Check every line of the entries below for "names", and copy the lines that have it.

*** MATERIAL FOR THIS TASK Section Begins ***

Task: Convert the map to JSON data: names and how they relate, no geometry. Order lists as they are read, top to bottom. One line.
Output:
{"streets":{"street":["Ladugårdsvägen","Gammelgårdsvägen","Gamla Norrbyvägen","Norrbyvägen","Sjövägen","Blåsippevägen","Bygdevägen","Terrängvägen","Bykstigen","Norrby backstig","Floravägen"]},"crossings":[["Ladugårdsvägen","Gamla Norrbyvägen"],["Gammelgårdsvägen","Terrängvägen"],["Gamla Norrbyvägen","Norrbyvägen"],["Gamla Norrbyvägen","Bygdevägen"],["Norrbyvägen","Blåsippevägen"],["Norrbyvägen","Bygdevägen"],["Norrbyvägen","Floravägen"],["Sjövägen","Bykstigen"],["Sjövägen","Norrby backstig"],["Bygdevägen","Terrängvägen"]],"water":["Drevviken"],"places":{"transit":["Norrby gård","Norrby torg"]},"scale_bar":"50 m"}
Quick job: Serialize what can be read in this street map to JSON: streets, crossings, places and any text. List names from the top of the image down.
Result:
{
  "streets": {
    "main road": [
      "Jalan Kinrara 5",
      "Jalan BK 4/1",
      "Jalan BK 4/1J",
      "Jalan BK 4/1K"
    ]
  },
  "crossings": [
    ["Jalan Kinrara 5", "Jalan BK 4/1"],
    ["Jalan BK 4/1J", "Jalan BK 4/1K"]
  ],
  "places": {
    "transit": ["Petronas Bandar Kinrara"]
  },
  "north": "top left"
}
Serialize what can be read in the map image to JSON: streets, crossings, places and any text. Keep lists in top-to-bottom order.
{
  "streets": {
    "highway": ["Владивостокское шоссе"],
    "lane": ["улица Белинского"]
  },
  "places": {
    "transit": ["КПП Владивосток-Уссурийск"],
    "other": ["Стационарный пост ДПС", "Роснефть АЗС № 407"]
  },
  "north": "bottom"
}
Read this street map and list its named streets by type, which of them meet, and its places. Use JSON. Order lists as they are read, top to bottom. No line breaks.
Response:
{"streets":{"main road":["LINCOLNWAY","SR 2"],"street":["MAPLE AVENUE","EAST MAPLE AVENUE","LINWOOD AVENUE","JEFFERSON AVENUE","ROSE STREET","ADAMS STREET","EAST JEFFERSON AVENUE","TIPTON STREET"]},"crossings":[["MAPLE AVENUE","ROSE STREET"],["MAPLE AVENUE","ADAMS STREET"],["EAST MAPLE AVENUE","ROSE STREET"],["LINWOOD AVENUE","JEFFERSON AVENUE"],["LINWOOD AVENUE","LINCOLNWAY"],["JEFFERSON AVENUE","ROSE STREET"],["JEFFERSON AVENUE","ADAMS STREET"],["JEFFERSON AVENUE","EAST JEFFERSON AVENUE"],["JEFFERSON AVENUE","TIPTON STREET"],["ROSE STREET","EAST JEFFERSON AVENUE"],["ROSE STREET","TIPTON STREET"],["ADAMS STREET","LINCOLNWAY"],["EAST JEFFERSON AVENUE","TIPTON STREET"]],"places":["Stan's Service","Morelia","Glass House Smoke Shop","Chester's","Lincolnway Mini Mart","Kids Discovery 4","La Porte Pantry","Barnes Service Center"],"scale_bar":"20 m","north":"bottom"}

*** MATERIAL FOR THIS TASK Section Ends ***

RESULT OF THIS TASK:
Task: Convert the map to JSON data: names and how they relate, no geometry. Order lists as they are read, top to bottom. One line.
Quick job: Serialize what can be read in this street map to JSON: streets, crossings, places and any text. List names from the top of the image down.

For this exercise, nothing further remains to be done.